- _Work to be completed_: Without the pictures, return each record as it appears.

- _Supplied records_:

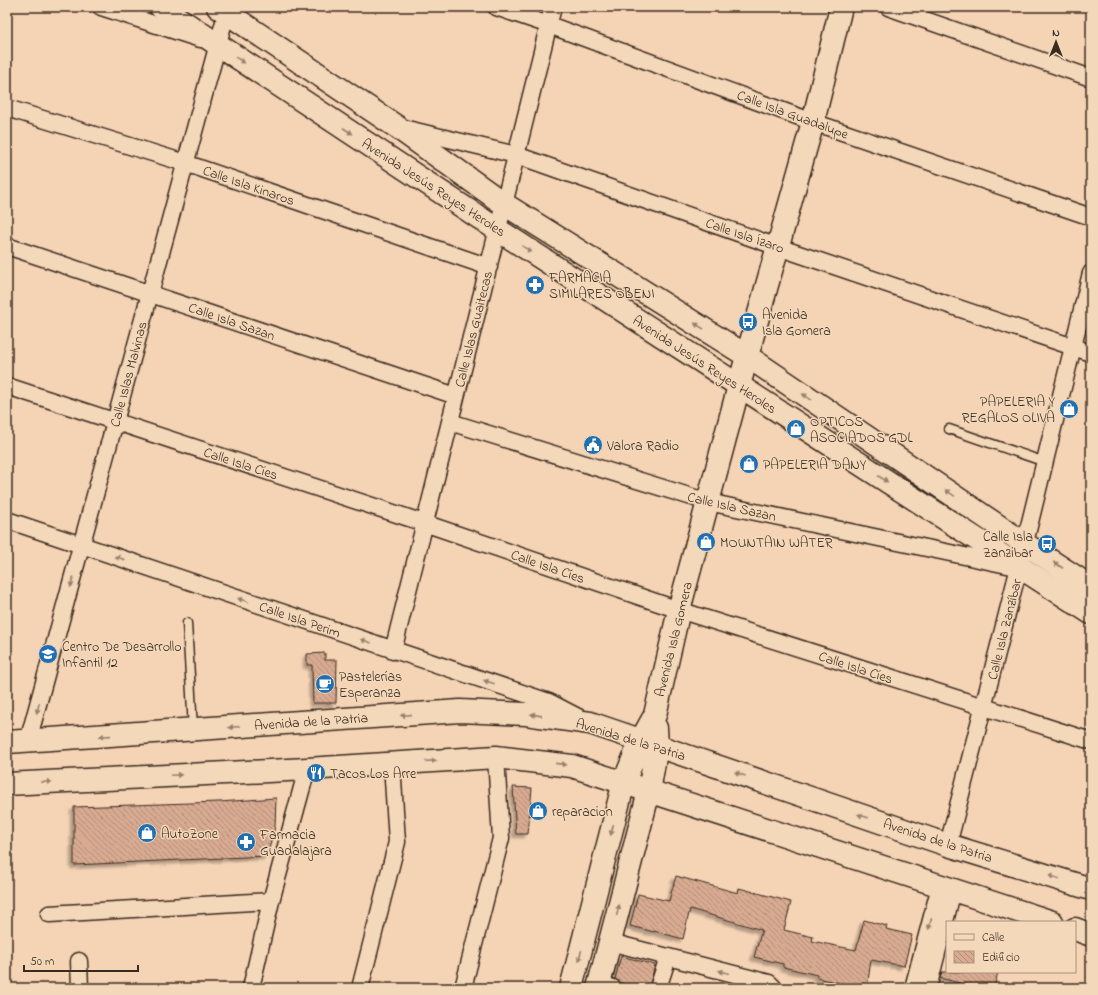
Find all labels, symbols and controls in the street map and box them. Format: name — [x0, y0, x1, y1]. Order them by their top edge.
north arrow — [1036, 22, 1076, 62]
text: N — [1052, 25, 1060, 41]
one-way arrow — [234, 56, 246, 63]
street label: Calle Isla Guadalupe — [734, 85, 852, 146]
one-way arrow — [343, 127, 354, 135]
street label: Avenida Jesús Reyes Heroles — [356, 134, 509, 244]
street label: Calle Isla Kinaros — [200, 161, 297, 212]
street label: Calle Isla Ízaro — [702, 213, 787, 260]
one-way arrow — [522, 245, 532, 253]
place label: FARMACIA SIMILARES OBENI — [548, 268, 654, 305]
street label: Calle Islas Guaitecas — [450, 269, 499, 390]
pharmacy icon: FARMACIA SIMILARES OBENI — [524, 274, 546, 296]
street label: Calle Isla Sazan — [185, 298, 278, 347]
place label: Avenida Isla Gomera — [762, 305, 831, 342]
street label: Avenida Jesús Reyes Heroles — [627, 311, 780, 421]
bus stop icon: Avenida Isla Gomera — [737, 311, 759, 333]
street label: Calle Islas Malvinas — [105, 319, 154, 430]
one-way arrow — [694, 322, 704, 330]
place label: PAPELERIA Y REGALOS OLIVA — [962, 392, 1056, 429]
one-way arrow — [802, 393, 813, 401]
shop icon: PAPELERIA Y REGALOS OLIVA — [1058, 398, 1080, 420]
place label: OPTICOS ASOCIADOS GDL — [810, 412, 913, 449]
shop icon: OPTICOS ASOCIADOS GDL — [785, 418, 807, 440]
public building icon: Valora Radio — [582, 434, 604, 456]
place label: Valora Radio — [606, 436, 679, 457]
street label: Calle Isla Cíes — [201, 443, 280, 486]
shop icon: PAPELERIA DANY — [738, 453, 760, 475]
place label: PAPELERIA DANY — [763, 455, 867, 476]
one-way arrow — [878, 475, 888, 483]
street label: Calle Isla Sazan — [685, 487, 778, 528]
one-way arrow — [944, 490, 956, 497]
place label: Calle Isla Zanzibar — [983, 527, 1034, 564]
shop icon: MOUNTAIN WATER — [695, 531, 717, 553]
place label: MOUNTAIN WATER — [720, 533, 833, 554]
bus stop icon: Calle Isla Zanzibar — [1036, 533, 1058, 555]
street label: Calle Isla Cíes — [508, 545, 587, 590]
one-way arrow — [114, 554, 126, 560]
one-way arrow — [1052, 562, 1064, 569]
one-way arrow — [68, 576, 74, 588]
street label: Calle Isla Zanzíbar — [983, 576, 1028, 682]
street label: Avenida Isla Gomera — [650, 580, 699, 699]
one-way arrow — [237, 596, 249, 602]
street label: Calle Isla Perim — [256, 597, 343, 644]
place label: Centro De Desarrollo Infantil 12 — [62, 637, 182, 674]
one-way arrow — [360, 638, 372, 644]
school or university icon: Centro De Desarrollo Infantil 12 — [37, 643, 59, 665]
street label: Calle Isla Cíes — [816, 647, 895, 690]
place label: Pastelerías Esperanza — [339, 667, 402, 704]
cafe icon: Pastelerías Esperanza — [314, 673, 336, 695]
one-way arrow — [483, 679, 495, 685]
one-way arrow — [34, 701, 40, 714]
street label: Avenida de la Patria — [253, 708, 369, 737]
one-way arrow — [400, 711, 412, 718]
one-way arrow — [529, 712, 542, 718]
street label: Avenida de la Patria — [573, 714, 688, 767]
one-way arrow — [228, 723, 240, 730]
one-way arrow — [99, 732, 111, 739]
one-way arrow — [425, 758, 438, 764]
one-way arrow — [555, 761, 567, 767]
restaurant icon: Tacos Los Arre — [305, 762, 327, 784]
place label: Tacos Los Arre — [330, 764, 417, 785]
one-way arrow — [734, 770, 746, 776]
one-way arrow — [170, 772, 182, 779]
one-way arrow — [40, 779, 53, 785]
shop icon: reparacion — [527, 800, 549, 822]
place label: reparacion — [552, 802, 613, 823]
one-way arrow — [857, 813, 869, 819]
street label: Avenida de la Patria — [880, 814, 995, 869]
shop icon: AutoZone — [136, 822, 158, 844]
place label: AutoZone — [161, 824, 219, 845]
one-way arrow — [609, 824, 615, 836]
place label: Farmacia Guadalajara — [259, 825, 332, 862]
pharmacy icon: Farmacia Guadalajara — [235, 831, 257, 853]
one-way arrow — [1047, 874, 1059, 880]
one-way arrow — [616, 903, 622, 916]
one-way arrow — [927, 917, 933, 930]
legend — [946, 921, 1076, 973]
text: Calle — [982, 929, 1005, 947]
scale bar — [24, 947, 138, 973]
text: Edificio — [982, 949, 1020, 967]
one-way arrow — [576, 950, 582, 962]
text: 50 m — [30, 953, 54, 971]
one-way arrow — [718, 968, 730, 974]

- _Answer_:
Find all labels, symbols and controls in the street map and box them. Format: name — [x0, y0, x1, y1]. Order them by their top edge.
north arrow — [1036, 22, 1076, 62]
text: N — [1052, 25, 1060, 41]
one-way arrow — [234, 56, 246, 63]
street label: Calle Isla Guadalupe — [734, 85, 852, 146]
one-way arrow — [343, 127, 354, 135]
street label: Avenida Jesús Reyes Heroles — [356, 134, 509, 244]
street label: Calle Isla Kinaros — [200, 161, 297, 212]
street label: Calle Isla Ízaro — [702, 213, 787, 260]
one-way arrow — [522, 245, 532, 253]
place label: FARMACIA SIMILARES OBENI — [548, 268, 654, 305]
street label: Calle Islas Guaitecas — [450, 269, 499, 390]
pharmacy icon: FARMACIA SIMILARES OBENI — [524, 274, 546, 296]
street label: Calle Isla Sazan — [185, 298, 278, 347]
place label: Avenida Isla Gomera — [762, 305, 831, 342]
street label: Avenida Jesús Reyes Heroles — [627, 311, 780, 421]
bus stop icon: Avenida Isla Gomera — [737, 311, 759, 333]
street label: Calle Islas Malvinas — [105, 319, 154, 430]
one-way arrow — [694, 322, 704, 330]
place label: PAPELERIA Y REGALOS OLIVA — [962, 392, 1056, 429]
one-way arrow — [802, 393, 813, 401]
shop icon: PAPELERIA Y REGALOS OLIVA — [1058, 398, 1080, 420]
place label: OPTICOS ASOCIADOS GDL — [810, 412, 913, 449]
shop icon: OPTICOS ASOCIADOS GDL — [785, 418, 807, 440]
public building icon: Valora Radio — [582, 434, 604, 456]
place label: Valora Radio — [606, 436, 679, 457]
street label: Calle Isla Cíes — [201, 443, 280, 486]
shop icon: PAPELERIA DANY — [738, 453, 760, 475]
place label: PAPELERIA DANY — [763, 455, 867, 476]
one-way arrow — [878, 475, 888, 483]
street label: Calle Isla Sazan — [685, 487, 778, 528]
one-way arrow — [944, 490, 956, 497]
place label: Calle Isla Zanzibar — [983, 527, 1034, 564]
shop icon: MOUNTAIN WATER — [695, 531, 717, 553]
place label: MOUNTAIN WATER — [720, 533, 833, 554]
bus stop icon: Calle Isla Zanzibar — [1036, 533, 1058, 555]
street label: Calle Isla Cíes — [508, 545, 587, 590]
one-way arrow — [114, 554, 126, 560]
one-way arrow — [1052, 562, 1064, 569]
one-way arrow — [68, 576, 74, 588]
street label: Calle Isla Zanzíbar — [983, 576, 1028, 682]
street label: Avenida Isla Gomera — [650, 580, 699, 699]
one-way arrow — [237, 596, 249, 602]
street label: Calle Isla Perim — [256, 597, 343, 644]
place label: Centro De Desarrollo Infantil 12 — [62, 637, 182, 674]
one-way arrow — [360, 638, 372, 644]
school or university icon: Centro De Desarrollo Infantil 12 — [37, 643, 59, 665]
street label: Calle Isla Cíes — [816, 647, 895, 690]
place label: Pastelerías Esperanza — [339, 667, 402, 704]
cafe icon: Pastelerías Esperanza — [314, 673, 336, 695]
one-way arrow — [483, 679, 495, 685]
one-way arrow — [34, 701, 40, 714]
street label: Avenida de la Patria — [253, 708, 369, 737]
one-way arrow — [400, 711, 412, 718]
one-way arrow — [529, 712, 542, 718]
street label: Avenida de la Patria — [573, 714, 688, 767]
one-way arrow — [228, 723, 240, 730]
one-way arrow — [99, 732, 111, 739]
one-way arrow — [425, 758, 438, 764]
one-way arrow — [555, 761, 567, 767]
restaurant icon: Tacos Los Arre — [305, 762, 327, 784]
place label: Tacos Los Arre — [330, 764, 417, 785]
one-way arrow — [734, 770, 746, 776]
one-way arrow — [170, 772, 182, 779]
one-way arrow — [40, 779, 53, 785]
shop icon: reparacion — [527, 800, 549, 822]
place label: reparacion — [552, 802, 613, 823]
one-way arrow — [857, 813, 869, 819]
street label: Avenida de la Patria — [880, 814, 995, 869]
shop icon: AutoZone — [136, 822, 158, 844]
place label: AutoZone — [161, 824, 219, 845]
one-way arrow — [609, 824, 615, 836]
place label: Farmacia Guadalajara — [259, 825, 332, 862]
pharmacy icon: Farmacia Guadalajara — [235, 831, 257, 853]
one-way arrow — [1047, 874, 1059, 880]
one-way arrow — [616, 903, 622, 916]
one-way arrow — [927, 917, 933, 930]
legend — [946, 921, 1076, 973]
text: Calle — [982, 929, 1005, 947]
scale bar — [24, 947, 138, 973]
text: Edificio — [982, 949, 1020, 967]
one-way arrow — [576, 950, 582, 962]
text: 50 m — [30, 953, 54, 971]
one-way arrow — [718, 968, 730, 974]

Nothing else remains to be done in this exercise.